GPU Kernels
This project implements GPU kernels in CUDA/Triton for Allreduce, PagedAttention, and Activation-aware Weight Quantization.
Allreduce
There's an implementation of a one-pass allreduce (all ranks read/write from other ranks). The implementation is largely a stripped down version of: vllm-project/vllm#2192. I rewrote parts from scratch, but also copy-pasted a fair bit as well. It's also similar to pytorch/pytorch#114001, which itself is inspired by FasterTransformer. In the process of writing the code, I learned a bunch about CUDA/MPI/etc.
PagedAttention:
Paged attention stores KV vectors in a cache, instead of recomputing them.
The PagedAttention kernel is not faster than the existing CUDA kernel because Triton has limitations that prevent it from doing the necessary tensor operations. See
AWQ:
AWQ is a quantization method.
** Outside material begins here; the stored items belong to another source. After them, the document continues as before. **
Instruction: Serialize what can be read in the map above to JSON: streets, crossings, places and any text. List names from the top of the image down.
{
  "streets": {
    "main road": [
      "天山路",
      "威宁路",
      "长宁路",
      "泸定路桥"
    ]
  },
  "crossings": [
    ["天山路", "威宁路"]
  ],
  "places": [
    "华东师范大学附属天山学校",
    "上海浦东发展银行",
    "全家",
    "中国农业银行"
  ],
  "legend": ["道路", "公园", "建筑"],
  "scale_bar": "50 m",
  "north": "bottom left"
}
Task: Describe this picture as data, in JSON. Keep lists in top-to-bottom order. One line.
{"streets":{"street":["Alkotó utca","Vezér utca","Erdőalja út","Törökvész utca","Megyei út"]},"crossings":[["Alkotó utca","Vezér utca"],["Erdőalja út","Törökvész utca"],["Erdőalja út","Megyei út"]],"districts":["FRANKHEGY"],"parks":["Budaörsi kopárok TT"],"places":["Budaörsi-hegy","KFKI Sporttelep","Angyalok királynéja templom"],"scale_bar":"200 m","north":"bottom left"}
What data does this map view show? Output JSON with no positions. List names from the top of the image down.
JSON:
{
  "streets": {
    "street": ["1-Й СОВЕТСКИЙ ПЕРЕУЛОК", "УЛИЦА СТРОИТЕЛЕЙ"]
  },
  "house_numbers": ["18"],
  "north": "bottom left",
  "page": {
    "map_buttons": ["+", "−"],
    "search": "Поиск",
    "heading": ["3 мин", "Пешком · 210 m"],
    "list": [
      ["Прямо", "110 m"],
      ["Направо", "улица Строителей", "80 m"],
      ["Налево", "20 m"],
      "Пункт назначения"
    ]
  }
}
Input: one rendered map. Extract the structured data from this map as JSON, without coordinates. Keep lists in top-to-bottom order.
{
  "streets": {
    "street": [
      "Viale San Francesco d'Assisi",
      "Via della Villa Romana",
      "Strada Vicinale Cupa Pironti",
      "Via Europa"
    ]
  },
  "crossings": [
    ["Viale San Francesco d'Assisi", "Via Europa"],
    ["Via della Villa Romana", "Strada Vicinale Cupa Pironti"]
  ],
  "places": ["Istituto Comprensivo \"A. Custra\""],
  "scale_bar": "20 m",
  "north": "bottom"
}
This kernel implements fast inference using the quantized weights.
Roughly, the AWQ kernel is dequantizing a matrix using the formula scale * (weight - zero_point)
before doing a standard FP16 matmul.
The AWQ kernel is much faster than the existing CUDA implementation, in addition to being simpler (~ 300 lines of C + inline assembly vs ~ 50 lines of Triton).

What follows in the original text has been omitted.